- _Stored data entries_:
※ ※ ※

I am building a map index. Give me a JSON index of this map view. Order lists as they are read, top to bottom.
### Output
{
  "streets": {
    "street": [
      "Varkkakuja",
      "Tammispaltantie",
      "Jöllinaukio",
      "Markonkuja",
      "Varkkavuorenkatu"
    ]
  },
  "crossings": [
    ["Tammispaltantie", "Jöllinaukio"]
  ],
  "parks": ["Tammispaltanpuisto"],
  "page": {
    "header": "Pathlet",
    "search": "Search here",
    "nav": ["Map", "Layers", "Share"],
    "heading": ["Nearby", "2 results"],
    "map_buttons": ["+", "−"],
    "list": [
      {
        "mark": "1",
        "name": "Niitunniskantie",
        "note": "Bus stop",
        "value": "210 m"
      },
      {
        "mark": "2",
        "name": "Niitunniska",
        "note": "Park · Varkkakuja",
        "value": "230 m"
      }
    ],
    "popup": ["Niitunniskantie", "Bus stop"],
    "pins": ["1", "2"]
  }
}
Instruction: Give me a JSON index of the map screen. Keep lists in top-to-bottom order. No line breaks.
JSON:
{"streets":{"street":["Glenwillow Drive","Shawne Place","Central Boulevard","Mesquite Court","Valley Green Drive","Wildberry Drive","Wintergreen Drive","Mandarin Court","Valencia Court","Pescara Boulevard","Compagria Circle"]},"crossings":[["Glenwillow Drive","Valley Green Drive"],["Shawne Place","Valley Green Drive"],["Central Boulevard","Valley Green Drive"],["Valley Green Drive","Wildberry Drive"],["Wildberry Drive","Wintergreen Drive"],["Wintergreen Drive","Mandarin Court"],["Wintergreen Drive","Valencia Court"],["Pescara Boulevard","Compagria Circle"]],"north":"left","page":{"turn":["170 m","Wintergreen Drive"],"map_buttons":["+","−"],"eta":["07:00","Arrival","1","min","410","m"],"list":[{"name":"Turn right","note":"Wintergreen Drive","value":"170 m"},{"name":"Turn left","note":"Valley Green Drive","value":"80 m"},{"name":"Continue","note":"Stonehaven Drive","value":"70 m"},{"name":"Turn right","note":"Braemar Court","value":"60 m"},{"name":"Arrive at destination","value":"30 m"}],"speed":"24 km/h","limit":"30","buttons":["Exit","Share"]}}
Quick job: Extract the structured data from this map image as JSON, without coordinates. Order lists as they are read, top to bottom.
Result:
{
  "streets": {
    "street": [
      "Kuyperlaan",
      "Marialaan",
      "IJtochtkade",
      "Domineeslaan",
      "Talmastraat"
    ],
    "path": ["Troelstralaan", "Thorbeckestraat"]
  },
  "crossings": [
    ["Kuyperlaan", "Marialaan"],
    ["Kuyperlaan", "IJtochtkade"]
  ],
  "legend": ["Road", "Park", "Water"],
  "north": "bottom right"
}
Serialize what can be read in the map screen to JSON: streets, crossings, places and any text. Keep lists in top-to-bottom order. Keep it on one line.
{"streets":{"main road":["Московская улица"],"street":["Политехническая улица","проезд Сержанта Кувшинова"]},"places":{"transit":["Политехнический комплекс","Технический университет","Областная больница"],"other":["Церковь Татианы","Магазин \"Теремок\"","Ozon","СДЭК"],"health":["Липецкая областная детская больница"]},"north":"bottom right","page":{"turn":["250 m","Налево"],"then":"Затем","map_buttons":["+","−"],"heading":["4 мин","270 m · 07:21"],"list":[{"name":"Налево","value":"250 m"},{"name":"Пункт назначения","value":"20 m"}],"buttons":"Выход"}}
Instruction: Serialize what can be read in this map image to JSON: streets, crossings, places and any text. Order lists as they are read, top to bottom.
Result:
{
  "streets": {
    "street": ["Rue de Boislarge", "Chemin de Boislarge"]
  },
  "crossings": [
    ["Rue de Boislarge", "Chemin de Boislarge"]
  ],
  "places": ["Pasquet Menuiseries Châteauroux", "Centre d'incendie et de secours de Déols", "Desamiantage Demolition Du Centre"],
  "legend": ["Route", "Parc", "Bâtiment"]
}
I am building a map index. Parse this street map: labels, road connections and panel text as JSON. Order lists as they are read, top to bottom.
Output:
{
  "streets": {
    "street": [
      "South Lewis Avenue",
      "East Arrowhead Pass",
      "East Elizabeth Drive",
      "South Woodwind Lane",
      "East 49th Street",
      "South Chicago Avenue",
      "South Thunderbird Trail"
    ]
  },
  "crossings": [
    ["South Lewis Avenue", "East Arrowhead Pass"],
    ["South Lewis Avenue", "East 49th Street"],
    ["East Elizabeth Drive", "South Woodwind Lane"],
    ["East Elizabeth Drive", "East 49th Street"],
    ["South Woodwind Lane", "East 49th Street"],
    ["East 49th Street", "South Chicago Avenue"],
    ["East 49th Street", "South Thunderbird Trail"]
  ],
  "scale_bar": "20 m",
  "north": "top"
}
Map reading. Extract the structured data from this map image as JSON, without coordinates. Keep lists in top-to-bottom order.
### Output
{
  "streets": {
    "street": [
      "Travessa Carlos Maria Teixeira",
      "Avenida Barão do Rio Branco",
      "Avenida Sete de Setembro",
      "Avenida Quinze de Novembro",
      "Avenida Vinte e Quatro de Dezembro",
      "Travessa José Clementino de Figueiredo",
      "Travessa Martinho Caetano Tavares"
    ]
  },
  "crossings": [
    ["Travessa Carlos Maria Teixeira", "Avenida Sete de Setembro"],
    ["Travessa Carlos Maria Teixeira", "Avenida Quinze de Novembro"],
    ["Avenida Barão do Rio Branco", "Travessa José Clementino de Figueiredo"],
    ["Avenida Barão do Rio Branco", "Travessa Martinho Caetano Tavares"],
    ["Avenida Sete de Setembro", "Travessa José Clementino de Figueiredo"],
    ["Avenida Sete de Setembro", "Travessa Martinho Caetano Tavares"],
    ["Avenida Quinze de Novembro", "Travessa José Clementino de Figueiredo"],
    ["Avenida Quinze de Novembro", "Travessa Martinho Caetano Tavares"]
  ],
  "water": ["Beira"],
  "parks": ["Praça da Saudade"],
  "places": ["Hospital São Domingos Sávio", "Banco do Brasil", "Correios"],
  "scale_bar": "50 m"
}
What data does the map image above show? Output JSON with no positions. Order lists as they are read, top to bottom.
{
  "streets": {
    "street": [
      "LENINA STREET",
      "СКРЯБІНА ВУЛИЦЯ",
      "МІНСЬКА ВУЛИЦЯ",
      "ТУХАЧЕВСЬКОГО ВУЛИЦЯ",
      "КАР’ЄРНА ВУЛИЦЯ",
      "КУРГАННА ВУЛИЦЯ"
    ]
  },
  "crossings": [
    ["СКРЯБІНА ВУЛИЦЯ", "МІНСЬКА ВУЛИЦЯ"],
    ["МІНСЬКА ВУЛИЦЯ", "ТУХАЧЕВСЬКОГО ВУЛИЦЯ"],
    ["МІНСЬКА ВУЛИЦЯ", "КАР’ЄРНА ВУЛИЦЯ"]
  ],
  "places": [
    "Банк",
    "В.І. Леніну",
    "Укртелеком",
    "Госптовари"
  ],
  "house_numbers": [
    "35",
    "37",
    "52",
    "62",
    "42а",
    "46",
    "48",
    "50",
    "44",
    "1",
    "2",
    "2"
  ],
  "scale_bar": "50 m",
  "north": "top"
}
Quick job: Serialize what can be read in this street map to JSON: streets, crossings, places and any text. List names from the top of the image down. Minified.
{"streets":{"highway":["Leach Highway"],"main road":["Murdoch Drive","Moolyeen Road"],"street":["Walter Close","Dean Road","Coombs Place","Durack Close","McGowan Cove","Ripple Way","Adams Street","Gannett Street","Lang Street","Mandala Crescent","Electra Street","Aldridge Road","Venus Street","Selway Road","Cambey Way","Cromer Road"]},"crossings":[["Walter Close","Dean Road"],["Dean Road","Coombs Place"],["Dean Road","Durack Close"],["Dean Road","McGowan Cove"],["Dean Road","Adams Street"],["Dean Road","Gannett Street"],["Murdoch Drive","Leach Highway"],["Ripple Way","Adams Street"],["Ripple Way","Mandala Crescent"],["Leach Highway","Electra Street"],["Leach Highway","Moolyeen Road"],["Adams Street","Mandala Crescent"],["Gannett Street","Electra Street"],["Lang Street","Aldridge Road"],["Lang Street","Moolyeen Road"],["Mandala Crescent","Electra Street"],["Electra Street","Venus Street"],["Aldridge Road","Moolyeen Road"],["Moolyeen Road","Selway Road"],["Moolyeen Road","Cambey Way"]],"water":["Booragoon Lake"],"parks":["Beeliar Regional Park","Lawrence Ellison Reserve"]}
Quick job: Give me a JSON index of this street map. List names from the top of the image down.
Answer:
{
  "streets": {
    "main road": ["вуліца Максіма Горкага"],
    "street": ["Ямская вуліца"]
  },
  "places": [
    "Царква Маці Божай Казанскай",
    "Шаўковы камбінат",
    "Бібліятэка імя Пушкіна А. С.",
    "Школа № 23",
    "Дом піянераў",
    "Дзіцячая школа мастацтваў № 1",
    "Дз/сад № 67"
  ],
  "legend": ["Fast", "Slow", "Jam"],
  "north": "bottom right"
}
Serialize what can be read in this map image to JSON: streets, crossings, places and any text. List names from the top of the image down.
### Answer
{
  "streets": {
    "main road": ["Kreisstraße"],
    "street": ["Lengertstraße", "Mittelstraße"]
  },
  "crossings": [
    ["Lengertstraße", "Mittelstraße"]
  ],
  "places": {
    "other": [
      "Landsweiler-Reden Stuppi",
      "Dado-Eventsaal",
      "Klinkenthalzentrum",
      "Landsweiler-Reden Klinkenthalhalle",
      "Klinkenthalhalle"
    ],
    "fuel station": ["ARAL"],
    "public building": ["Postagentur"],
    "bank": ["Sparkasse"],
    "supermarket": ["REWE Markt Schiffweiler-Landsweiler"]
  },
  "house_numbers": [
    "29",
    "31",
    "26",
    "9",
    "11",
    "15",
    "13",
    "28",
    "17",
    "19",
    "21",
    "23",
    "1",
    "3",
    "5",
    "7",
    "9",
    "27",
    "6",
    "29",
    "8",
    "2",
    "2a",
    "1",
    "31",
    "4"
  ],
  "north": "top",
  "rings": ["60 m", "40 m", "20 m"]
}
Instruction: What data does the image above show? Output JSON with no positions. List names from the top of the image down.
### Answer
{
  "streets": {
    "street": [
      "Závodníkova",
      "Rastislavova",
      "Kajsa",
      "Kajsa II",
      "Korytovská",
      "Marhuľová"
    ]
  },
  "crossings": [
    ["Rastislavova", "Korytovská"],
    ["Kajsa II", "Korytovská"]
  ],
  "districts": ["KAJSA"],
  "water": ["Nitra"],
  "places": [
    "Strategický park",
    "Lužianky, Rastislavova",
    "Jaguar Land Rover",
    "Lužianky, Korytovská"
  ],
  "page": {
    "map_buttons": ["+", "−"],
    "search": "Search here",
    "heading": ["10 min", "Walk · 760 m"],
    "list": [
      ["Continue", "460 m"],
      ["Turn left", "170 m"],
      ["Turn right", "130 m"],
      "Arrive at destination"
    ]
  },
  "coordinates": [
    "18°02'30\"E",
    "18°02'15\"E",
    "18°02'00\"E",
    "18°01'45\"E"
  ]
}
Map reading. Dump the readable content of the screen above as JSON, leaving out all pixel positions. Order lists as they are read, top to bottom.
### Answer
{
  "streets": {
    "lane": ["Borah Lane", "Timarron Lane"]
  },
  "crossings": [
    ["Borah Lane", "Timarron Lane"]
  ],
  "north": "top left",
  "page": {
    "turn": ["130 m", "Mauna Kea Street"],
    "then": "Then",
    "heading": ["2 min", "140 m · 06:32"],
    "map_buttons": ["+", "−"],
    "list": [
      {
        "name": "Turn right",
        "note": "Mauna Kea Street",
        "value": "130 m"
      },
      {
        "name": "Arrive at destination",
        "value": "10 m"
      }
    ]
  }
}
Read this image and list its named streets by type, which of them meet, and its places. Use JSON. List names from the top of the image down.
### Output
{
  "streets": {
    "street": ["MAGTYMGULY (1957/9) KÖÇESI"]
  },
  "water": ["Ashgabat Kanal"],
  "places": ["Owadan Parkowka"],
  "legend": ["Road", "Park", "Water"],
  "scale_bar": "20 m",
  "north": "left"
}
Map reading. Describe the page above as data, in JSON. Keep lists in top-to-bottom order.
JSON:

※ ※ ※

Which lines of the records above contain the word "Extract"? Report each one.

Quick job: Extract the structured data from this map image as JSON, without coordinates. Order lists as they are read, top to bottom.
Map reading. Extract the structured data from this map image as JSON, without coordinates. Keep lists in top-to-bottom order.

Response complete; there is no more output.